[Start of Attachment]

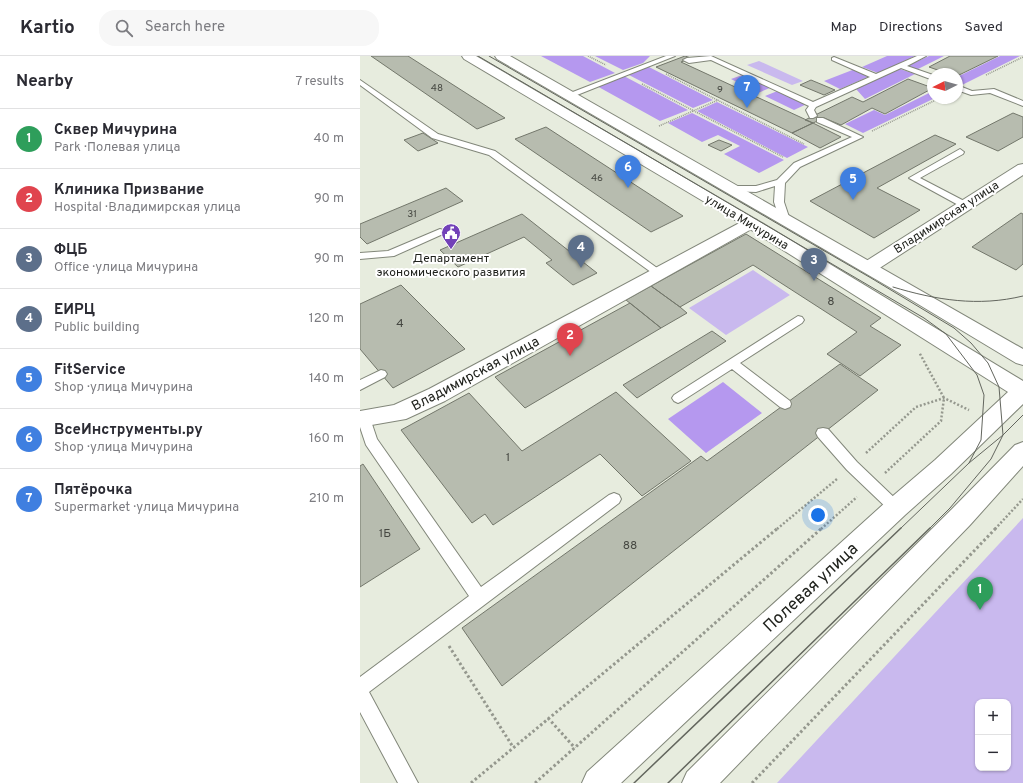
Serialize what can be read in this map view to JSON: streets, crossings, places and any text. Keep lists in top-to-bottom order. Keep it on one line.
{"streets":{"main road":["Владимирская улица","улица Мичурина","Полевая улица"]},"crossings":[["Владимирская улица","улица Мичурина"],["улица Мичурина","Полевая улица"]],"places":{"public building":["Департамент экономического развития"]},"house_numbers":["48","9","46","31","8","4","1","1Б","88"],"north":"left","page":{"header":"Kartio","search":"Search here","nav":["Map","Directions","Saved"],"heading":["Nearby","7 results"],"pins":["7","6","5","4","3","2","1"],"list":[{"mark":"1","name":"Сквер Мичурина","note":"Park · Полевая улица","value":"40 m"},{"mark":"2","name":"Клиника Призвание","note":"Hospital · Владимирская улица","value":"90 m"},{"mark":"3","name":"ФЦБ","note":"Office · улица Мичурина","value":"90 m"},{"mark":"4","name":"ЕИРЦ","note":"Public building","value":"120 m"},{"mark":"5","name":"FitService","note":"Shop · улица Мичурина","value":"140 m"},{"mark":"6","name":"ВсеИнструменты.ру","note":"Shop · улица Мичурина","value":"160 m"},{"mark":"7","name":"Пятёрочка","note":"Supermarket · улица Мичурина","value":"210 m"}],"map_buttons":["+","−"]}}
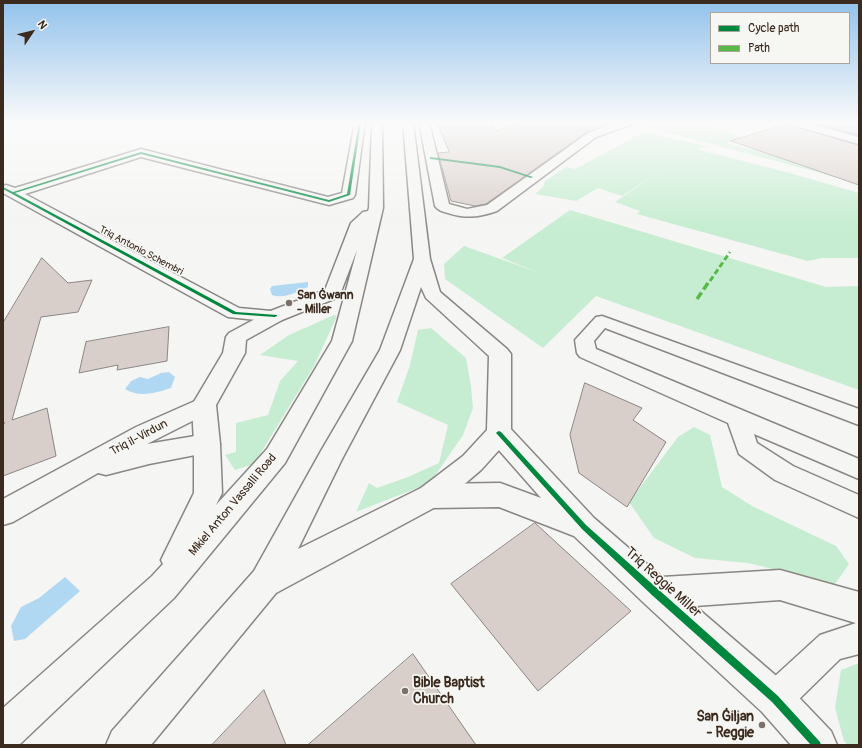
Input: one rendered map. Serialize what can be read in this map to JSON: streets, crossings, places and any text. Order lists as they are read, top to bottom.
{
  "streets": {
    "main road": [
      "Triq Antonio Schembri",
      "Triq il-Virdun",
      "Mikiel Anton Vassalli Road",
      "Triq Reggie Miller"
    ]
  },
  "places": ["San Ġwann - Miller", "Bible Baptist Church", "San Ġiljan - Reggie"],
  "legend": ["Cycle path", "Path"],
  "north": "top right"
}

[End of Attachment]

*What is expected*: The records above should be reproduced exactly, with the pictures omitted.

*Result*:
Serialize what can be read in this map view to JSON: streets, crossings, places and any text. Keep lists in top-to-bottom order. Keep it on one line.
{"streets":{"main road":["Владимирская улица","улица Мичурина","Полевая улица"]},"crossings":[["Владимирская улица","улица Мичурина"],["улица Мичурина","Полевая улица"]],"places":{"public building":["Департамент экономического развития"]},"house_numbers":["48","9","46","31","8","4","1","1Б","88"],"north":"left","page":{"header":"Kartio","search":"Search here","nav":["Map","Directions","Saved"],"heading":["Nearby","7 results"],"pins":["7","6","5","4","3","2","1"],"list":[{"mark":"1","name":"Сквер Мичурина","note":"Park · Полевая улица","value":"40 m"},{"mark":"2","name":"Клиника Призвание","note":"Hospital · Владимирская улица","value":"90 m"},{"mark":"3","name":"ФЦБ","note":"Office · улица Мичурина","value":"90 m"},{"mark":"4","name":"ЕИРЦ","note":"Public building","value":"120 m"},{"mark":"5","name":"FitService","note":"Shop · улица Мичурина","value":"140 m"},{"mark":"6","name":"ВсеИнструменты.ру","note":"Shop · улица Мичурина","value":"160 m"},{"mark":"7","name":"Пятёрочка","note":"Supermarket · улица Мичурина","value":"210 m"}],"map_buttons":["+","−"]}}
Input: one rendered map. Serialize what can be read in this map to JSON: streets, crossings, places and any text. Order lists as they are read, top to bottom.
{
  "streets": {
    "main road": [
      "Triq Antonio Schembri",
      "Triq il-Virdun",
      "Mikiel Anton Vassalli Road",
      "Triq Reggie Miller"
    ]
  },
  "places": ["San Ġwann - Miller", "Bible Baptist Church", "San Ġiljan - Reggie"],
  "legend": ["Cycle path", "Path"],
  "north": "top right"
}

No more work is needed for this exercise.